L’essai de Camille Emmanuelle nous explique les coulisses de ces romances érotiques, de la commande à la publication. Elle nous donne son point de vue, qui rejoint globalement le mien, sur la vision du couple et de la sexualité dans ces ouvrages. Elle pose un regard critique sur sa propre production.

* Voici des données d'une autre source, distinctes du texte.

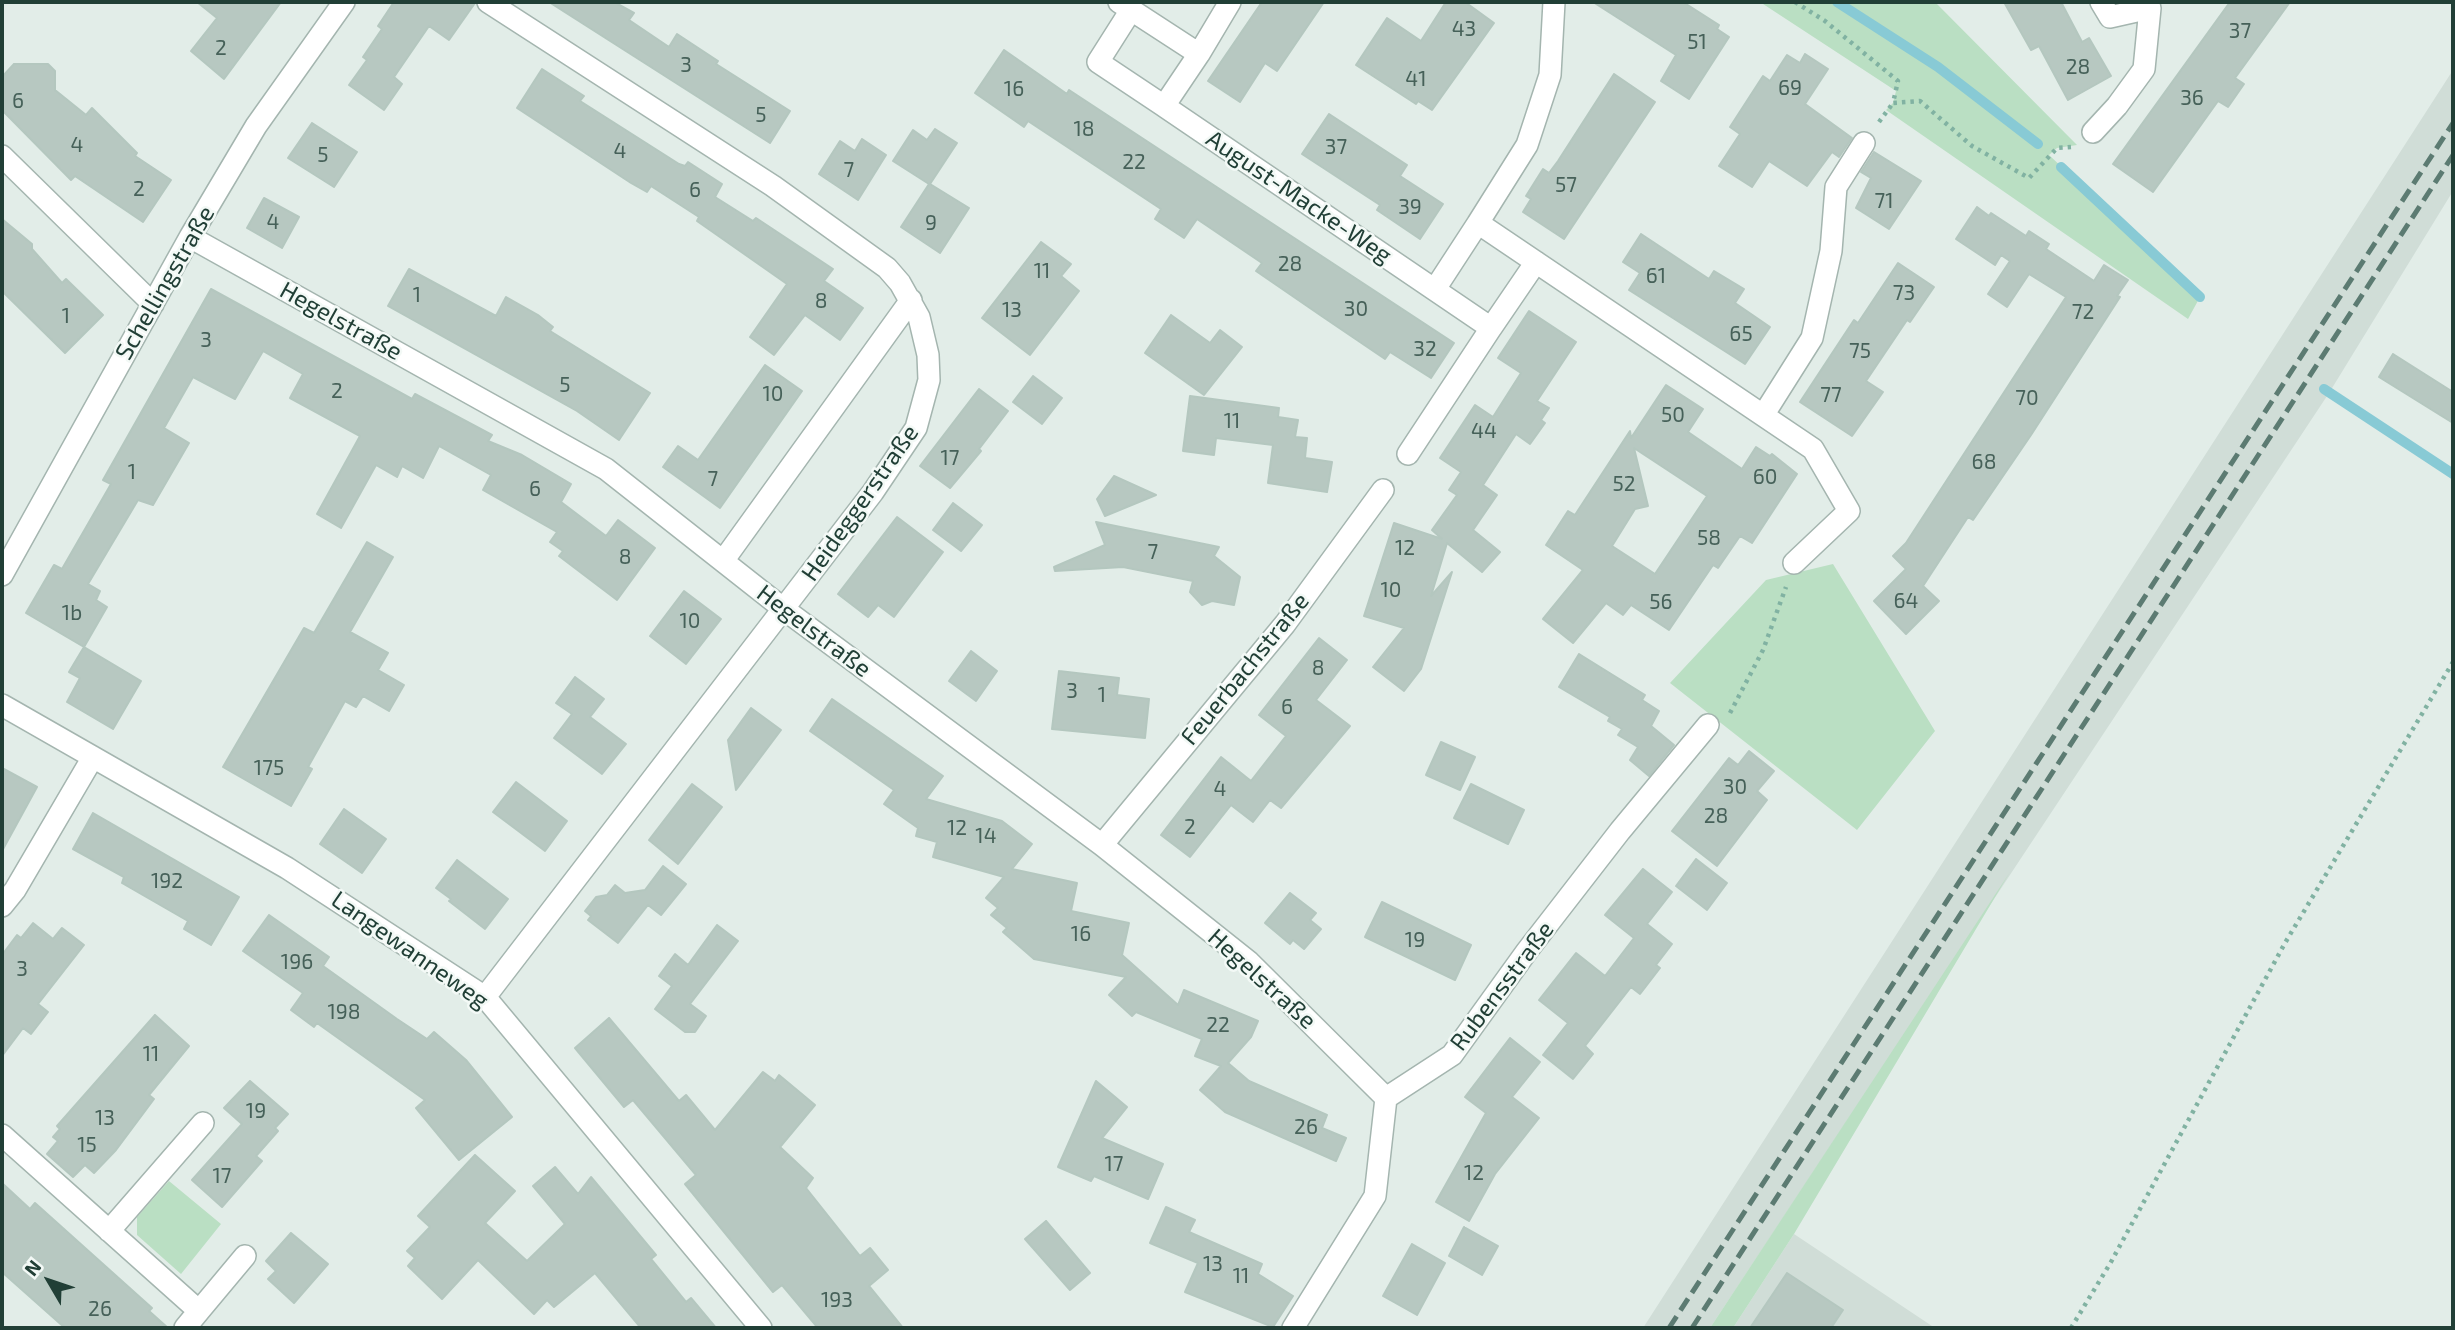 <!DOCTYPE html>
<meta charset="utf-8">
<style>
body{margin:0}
#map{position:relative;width:2455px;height:1330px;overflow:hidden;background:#e2ede8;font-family:"Exo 2",sans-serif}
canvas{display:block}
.frame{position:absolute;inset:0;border:4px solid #213f36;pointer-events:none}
.north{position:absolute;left:14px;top:1246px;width:70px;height:70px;-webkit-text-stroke:5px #f3f9f6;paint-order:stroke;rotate:309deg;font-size:19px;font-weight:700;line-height:28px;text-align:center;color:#213f36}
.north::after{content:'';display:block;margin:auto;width:24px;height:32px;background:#213f36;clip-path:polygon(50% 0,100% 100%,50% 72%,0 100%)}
</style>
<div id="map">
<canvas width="2455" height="1330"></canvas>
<div class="frame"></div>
<div class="north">N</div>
</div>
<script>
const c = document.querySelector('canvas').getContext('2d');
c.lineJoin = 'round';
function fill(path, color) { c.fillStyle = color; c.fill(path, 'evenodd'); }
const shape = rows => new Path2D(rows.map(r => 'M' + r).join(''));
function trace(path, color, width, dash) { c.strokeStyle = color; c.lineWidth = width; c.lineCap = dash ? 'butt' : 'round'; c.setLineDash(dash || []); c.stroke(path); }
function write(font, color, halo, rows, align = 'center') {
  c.font = font + ' "Exo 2",sans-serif'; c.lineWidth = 5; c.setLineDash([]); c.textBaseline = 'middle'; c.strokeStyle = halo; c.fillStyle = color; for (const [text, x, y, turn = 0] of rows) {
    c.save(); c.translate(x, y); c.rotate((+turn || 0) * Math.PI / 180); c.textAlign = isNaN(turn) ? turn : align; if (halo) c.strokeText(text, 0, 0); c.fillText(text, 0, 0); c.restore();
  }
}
const built = shape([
 [2453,70,2453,191,2329,393,1710,1328,1643,1328],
 [1794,1234,1935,1328,1733,1328]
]);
const green = shape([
 [1760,2,1935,2,2077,145,2057,148,2049,155,2200,297,2188,319,1886,110,1893,103,1896,91],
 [1833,564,1935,731,1857,830,1670,683,1766,580],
 [2010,872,1794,1234,1733,1328,1710,1328],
 [169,1181,221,1224,181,1274,137,1235,137,1217]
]);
const stream = shape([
 [1837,2,1938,67,2038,144],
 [2061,167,2200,297],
 [2324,389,2453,474]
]);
const building = shape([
 [197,2,281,2,224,79,191,51,217,18,197,2],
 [394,2,475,3,449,40,429,26,394,77,402,84,384,110,349,85,367,60,363,57,382,29,378,26,394,2],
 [549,2,614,2,634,13,629,20,669,47,677,34,718,61,716,64,790,111,770,143,549,2],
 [1262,2,1324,2,1277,71,1265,63,1240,102,1208,81,1262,2],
 [1446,2,1465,2,1494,23,1432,110,1418,101,1416,104,1356,65,1387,18,1421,41,1446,2],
 [1593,2,1683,2,1719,25,1717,29,1729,37,1689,99,1661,81,1676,55,1593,2],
 [2004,2,2061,2,2082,42,2089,38,2111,76,2068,100,2039,46,2031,50,2004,2],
 [2230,2,2290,2,2235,78,2244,84,2228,107,2218,101,2153,192,2113,164,2230,2],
 [1004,50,1067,94,1069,90,1454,343,1431,378,1390,352,1385,359,1323,317,1256,271,1262,263,1197,219,1184,238,1155,219,1161,209,1028,121,1024,127,975,93,1004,50],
 [1805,54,1828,69,1805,104,1852,138,1839,157,1832,152,1807,186,1769,161,1752,187,1719,166,1740,134,1730,127,1763,76,1770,81,1787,55,1800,63,1805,54],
 [14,64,48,64,55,71,55,90,86,115,92,108,137,153,135,156,171,180,143,222,75,176,71,180,2,110,2,77,14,64],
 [542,69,584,96,580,101,679,164,685,166,688,162,722,184,715,197,753,221,756,218,833,269,824,281,863,308,840,340,805,315,774,355,750,337,787,284,697,221,699,217,651,186,647,192,631,183,517,108,542,69],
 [1614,74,1655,102,1564,239,1523,212,1531,199,1526,196,1543,169,1549,173,1558,161,1614,74],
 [1329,114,1407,165,1400,176,1443,204,1420,239,1377,210,1380,205,1302,154,1329,114],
 [312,123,357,152,334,187,288,158,312,123],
 [935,129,957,143,930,184,969,208,940,253,901,227,929,184,893,161,913,130,927,140,935,129],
 [862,139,886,155,858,200,819,174,840,141,855,151,862,139],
 [1874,152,1921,181,1889,229,1856,208,1871,178,1861,172,1874,152],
 [264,198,299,217,282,248,247,228,264,198],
 [1977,207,1989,216,1991,213,2026,236,2029,231,2049,244,2046,249,2094,281,2104,265,2128,280,2117,296,2120,297,2031,435,1973,520,1968,517,1923,586,1939,601,1906,634,1874,601,1906,569,1893,556,1906,543,2066,297,2029,274,2007,307,1988,294,2010,261,2001,255,1995,265,1956,239,1977,207],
 [2,219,32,244,32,249,62,283,66,279,103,315,65,353,2,291,2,219],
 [1641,234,1709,279,1714,271,1744,289,1735,303,1770,327,1745,364,1629,290,1640,273,1623,262,1641,234],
 [1041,242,1071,264,1061,276,1079,291,1030,355,982,318,1041,242],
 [1898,263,1934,287,1910,322,1907,320,1866,381,1883,392,1852,436,1800,402,1854,320,1858,323,1898,263],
 [409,269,496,316,506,297,538,315,553,327,550,331,650,393,619,440,577,411,388,306,409,269],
 [211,289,412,399,415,394,492,435,488,441,522,455,571,484,561,502,606,536,618,520,655,548,617,600,559,556,563,551,550,542,557,532,483,490,491,475,439,446,423,478,402,466,397,477,376,465,341,528,317,514,360,436,290,398,303,374,263,351,235,399,193,377,164,428,189,443,153,505,138,500,88,584,100,591,96,600,107,607,84,647,26,613,54,565,62,569,111,484,103,480,211,289],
 [1529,311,1576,342,1537,401,1549,408,1541,420,1545,423,1530,444,1516,434,1483,485,1497,495,1473,530,1500,552,1482,572,1447,543,1431,596,1452,572,1421,669,1404,691,1373,667,1404,628,1364,616,1394,523,1442,539,1432,530,1457,495,1449,490,1461,472,1440,458,1475,405,1493,417,1521,373,1498,358,1529,311],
 [1171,315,1210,343,1220,330,1242,347,1204,395,1145,353,1171,315],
 [2393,354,2453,392,2453,423,2379,377,2393,354],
 [765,365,802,391,720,508,663,467,678,446,698,460,765,365],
 [1033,376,1062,398,1042,424,1013,402,1033,376],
 [1666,385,1703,409,1688,432,1742,469,1756,447,1770,456,1772,454,1797,474,1752,543,1740,536,1718,568,1713,565,1669,630,1631,605,1623,615,1606,603,1573,643,1543,619,1583,570,1546,545,1568,511,1575,515,1630,431,1631,438,1666,385],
 [1634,448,1707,496,1655,574,1612,546,1635,509,1648,506,1634,448],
 [979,389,1008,411,979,449,981,451,950,488,920,466,979,389],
 [1190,396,1279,408,1278,417,1298,420,1295,437,1307,438,1305,458,1332,462,1327,492,1268,483,1273,445,1216,438,1214,455,1183,451,1190,396],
 [1114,476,1156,495,1105,516,1097,499,1114,476],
 [953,503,982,525,961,551,933,530,953,503],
 [897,517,943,552,894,617,878,605,868,617,838,594,897,517],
 [1096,522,1219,547,1214,556,1240,577,1234,605,1212,601,1202,605,1190,592,1193,581,1123,567,1055,571,1054,567,1105,545,1096,522],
 [367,542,393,557,350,632,388,653,378,670,404,685,389,711,363,696,356,707,345,701,308,767,312,769,291,806,223,767,304,628,314,633,367,542],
 [684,591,721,619,686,664,650,636,684,591],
 [1319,638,1347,660,1316,700,1350,726,1281,808,1270,800,1253,822,1231,805,1190,857,1161,835,1221,757,1251,781,1286,736,1259,715,1319,638],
 [84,647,141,681,113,729,67,702,80,678,69,672,84,647],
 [971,651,997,671,976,701,949,681,971,651],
 [1579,654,1645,695,1642,700,1659,711,1651,726,1674,745,1649,776,1630,760,1638,747,1618,735,1622,729,1608,721,1610,717,1559,687,1579,654],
 [1059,671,1119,678,1117,695,1149,699,1145,738,1052,729,1059,671],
 [575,677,604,699,590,717,626,744,602,774,554,738,572,714,556,703,575,677],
 [832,699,943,776,926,799,1002,821,1032,844,1012,869,1077,883,1071,911,1129,923,1122,955,1178,1005,1184,990,1258,1021,1251,1037,1228,1063,1249,1081,1327,1115,1322,1128,1346,1138,1336,1161,1225,1112,1200,1090,1221,1066,1195,1056,1202,1039,1136,1012,1132,1016,1109,995,1126,977,1034,959,1003,932,1007,928,991,915,998,908,986,898,1004,877,933,857,937,842,916,836,918,828,884,804,894,790,810,731,832,699],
 [751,708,781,730,736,790,728,740,751,708],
 [1441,742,1475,757,1460,790,1426,775,1441,742],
 [1749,751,1774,771,1757,791,1767,800,1717,866,1672,831,1729,758,1738,765,1749,751],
 [2,768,37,787,2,851,2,768],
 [516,782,567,821,545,851,493,812,516,782],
 [692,784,722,807,678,864,649,840,692,784],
 [1471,784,1524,810,1508,844,1454,818,1471,784],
 [344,809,386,839,362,873,320,844,344,809],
 [93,813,239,897,211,945,184,929,188,921,122,883,124,877,73,849,93,813],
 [1696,859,1727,883,1707,910,1676,886,1696,859],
 [457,860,508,899,485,929,449,901,451,899,436,888,457,860],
 [663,866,686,884,661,915,648,905,618,943,588,920,591,916,585,911,596,897,607,895,615,885,625,893,645,890,663,866],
 [1643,869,1672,892,1647,924,1672,944,1656,965,1660,968,1640,994,1631,987,1585,1046,1593,1054,1573,1079,1543,1055,1568,1023,1539,1000,1576,953,1605,976,1634,938,1605,915,1643,869],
 [1290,893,1316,913,1310,920,1321,929,1304,949,1293,940,1290,944,1265,923,1290,893],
 [1382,902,1471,945,1455,980,1365,937,1382,902],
 [269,915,329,957,323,966,397,1019,427,1039,434,1032,466,1060,512,1117,459,1160,416,1108,425,1100,317,1023,314,1027,291,1010,303,993,243,951,269,915],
 [33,923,53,939,62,928,84,945,38,1004,48,1012,31,1034,23,1028,2,1056,2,955,17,935,21,938,33,923],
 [717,925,738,941,690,1004,706,1016,695,1032,685,1032,655,1009,672,986,659,976,675,954,688,965,717,925],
 [155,1015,189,1046,149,1095,154,1099,116,1150,94,1173,85,1165,73,1177,47,1154,58,1141,53,1137,60,1129,57,1126,155,1015],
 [609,1018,679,1101,686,1095,715,1130,763,1072,775,1081,779,1075,815,1105,780,1147,813,1178,806,1188,860,1256,870,1248,888,1270,869,1286,903,1328,818,1328,782,1285,773,1292,685,1184,696,1175,633,1100,624,1107,575,1048,609,1018],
 [1510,1038,1540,1062,1512,1097,1539,1118,1495,1174,1469,1221,1436,1202,1486,1113,1465,1097,1510,1038],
 [250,1081,288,1114,275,1128,278,1131,256,1156,262,1161,222,1207,192,1180,242,1124,224,1108,250,1081],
 [1096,1081,1127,1107,1102,1138,1163,1164,1148,1199,1094,1176,1091,1181,1058,1167,1096,1081],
 [475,1155,515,1191,485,1223,527,1261,565,1224,533,1186,555,1167,578,1194,591,1177,656,1255,651,1259,686,1302,691,1298,716,1328,641,1328,595,1273,554,1307,547,1300,534,1314,478,1260,442,1299,408,1266,415,1258,407,1251,430,1227,418,1216,475,1155],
 [2,1183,30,1209,35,1203,152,1308,149,1311,168,1328,65,1328,2,1272,2,1183],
 [1166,1207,1195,1220,1189,1232,1262,1264,1258,1274,1293,1296,1273,1327,1185,1292,1198,1263,1150,1243,1166,1207],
 [1046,1221,1090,1273,1070,1290,1025,1239,1046,1221],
 [1464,1227,1498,1246,1482,1275,1449,1256,1464,1227],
 [291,1233,328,1264,294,1303,268,1279,276,1271,266,1261,291,1233],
 [1412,1244,1445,1263,1417,1315,1383,1296,1412,1244],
 [1787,1273,1843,1310,1831,1328,1750,1328,1787,1273]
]);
const path = shape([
 [1795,2,1825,21,1898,81,1893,103,1920,101,1972,146,2029,178,2057,148,2071,147],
 [1879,122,1893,103],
 [1730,713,1763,650,1786,587],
 [2071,1328,2111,1262,2285,943,2453,662]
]);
const minor = shape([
 [1119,2,1199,54,1164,106,1491,328,1408,454],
 [1131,10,1098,62,1164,106],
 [1199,54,1230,2],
 [2093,132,2117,106,2144,69,2150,8,2110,17,2101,2],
 [2,156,153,304],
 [1478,223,1527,145,1550,75,1554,2],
 [190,237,606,469,785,610,1102,845,1249,962,1386,1098],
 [1435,289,1478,223,1813,449,1849,511,1794,563],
 [1491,328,1536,262],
 [1764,414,1812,338,1831,251,1836,187,1864,143],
 [723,561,911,300],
 [2,575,190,237,256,126,344,2],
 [2,705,287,868,485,997,761,1328],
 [1102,845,1285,624,1383,490],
 [2,906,15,890,93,757],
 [485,997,873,492,916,428,929,380,928,355,919,317,900,283,887,268,773,186,488,2],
 [2,1135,199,1311,185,1328],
 [109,1231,203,1123],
 [199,1311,245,1256],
 [1293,1328,1375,1196,1386,1098,1452,1055,1527,951,1620,831,1708,725]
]);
const rail = shape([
 [1669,1328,2453,123],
 [1692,1328,2453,155]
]);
const numberNames = [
 ["43",1464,29],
 ["37",2240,31],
 ["51",1697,42],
 ["2",221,48],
 ["3",686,65],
 ["28",2078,67],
 ["41",1416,79],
 ["69",1790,88],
 ["16",1014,89],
 ["36",2192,98],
 ["6",18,101],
 ["5",761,115],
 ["18",1084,129],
 ["4",77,145],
 ["37",1336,147],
 ["4",620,151],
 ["5",323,155],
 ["22",1134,162],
 ["7",849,170],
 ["57",1566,185],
 ["2",139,189],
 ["6",695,190],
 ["71",1884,201],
 ["39",1410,207],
 ["4",273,222],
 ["9",931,223],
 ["28",1290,264],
 ["11",1042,271],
 ["61",1656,276],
 ["73",1904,293],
 ["1",417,295],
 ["8",821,301],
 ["30",1356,309],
 ["13",1012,310],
 ["72",2083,312],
 ["1",66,316],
 ["65",1741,334],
 ["3",206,340],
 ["32",1425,349],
 ["75",1860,351],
 ["5",565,385],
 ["2",337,391],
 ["10",773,394],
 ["77",1831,395],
 ["70",2027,398],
 ["50",1673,415],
 ["11",1232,421],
 ["44",1484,431],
 ["17",950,458],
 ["68",1984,462],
 ["1",132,472],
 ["60",1765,477],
 ["7",713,479],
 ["52",1624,484],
 ["6",535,489],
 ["58",1709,538],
 ["12",1405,548],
 ["7",1153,552],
 ["8",625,557],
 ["10",1391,590],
 ["64",1906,601],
 ["56",1661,602],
 ["1b",72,613],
 ["10",690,621],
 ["8",1318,668],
 ["3",1072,691],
 ["1",1102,695],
 ["6",1287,707],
 ["175",269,768],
 ["30",1735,787],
 ["4",1220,789],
 ["28",1716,816],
 ["2",1190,827],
 ["12",957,828],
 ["14",986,836],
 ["192",167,881],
 ["16",1081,934],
 ["19",1415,940],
 ["196",297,962],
 ["3",22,969],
 ["198",344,1012],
 ["22",1218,1025],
 ["11",151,1054],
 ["19",256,1111],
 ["13",105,1118],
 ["26",1306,1127],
 ["15",87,1145],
 ["17",1114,1164],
 ["12",1474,1173],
 ["17",222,1176],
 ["13",1213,1264],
 ["11",1241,1276],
 ["193",837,1300],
 ["26",100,1309]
];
const streetNames = [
 ["August-Macke-Weg",1299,197,34],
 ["Schellingstraße",165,283,-60],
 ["Hegelstraße",341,321,29],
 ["Heideggerstraße",860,503,-55],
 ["Hegelstraße",814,631,37],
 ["Feuerbachstraße",1245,669,-51],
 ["Langewanneweg",410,950,35],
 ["Hegelstraße",1262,979,42],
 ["Rubensstraße",1502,986,-53]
];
fill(built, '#d0ddd7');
fill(green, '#badfc3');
trace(stream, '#88cad5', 10);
fill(building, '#b7c8c1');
trace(building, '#b4c7bf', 2);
trace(minor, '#a4b5af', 24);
trace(path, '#81b2a2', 4.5, [3.5, 5]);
trace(minor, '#fff', 21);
trace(rail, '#5c7b72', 5, [14, 7]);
write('21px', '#466159', null, numberNames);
write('24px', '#213f36', '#f3f9f6', streetNames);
</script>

Dès les premières pages, elle nous explique que les lectrices ciblées par ces romans (nous sommes des « target ») ont un profil type. Elles ont entre 18 et 30 ans, elles sont urbaines, d’avides lectrices de romances érotiques et de magazines féminins, elles adorent voir des comédies romantiques au cinéma et sortir avec leurs copines. Ah oui, et elles adorent avoir des « papillons dans le ventre » quand elles rencontrent un homme. Afin de mieux cerner le sujet, elle nous explique également le phénomène « mommy porn », que l’on doit au succès de 50 shades of Grey (que j’ai feuilleté, ça m’a fait beaucoup rire, jamais lu en entier) ou encore de la saga After. Pourquoi « mommy porn » ? Parce qu’à la base, c’est la maman au foyer américaine qui était visée. Le lectorat a ensuite évolué, les maisons d’édition se sont emparées du phénomène et, aujourd’hui, de nombreuses maisons proposent des collections consacrées à la romance érotique. Des milliers de titres sont aujourd’hui disponibles, il y a même un festival qui lui est consacré (Festival New Romance). On déclare à tout-va que ces « sex-sellers » sont des manuels d’éducation sexuelle à destination des jeunes femmes (en remplacement du porno trash que nos hommes aiment tant LOL) et une manière comme une autre de s’émanciper.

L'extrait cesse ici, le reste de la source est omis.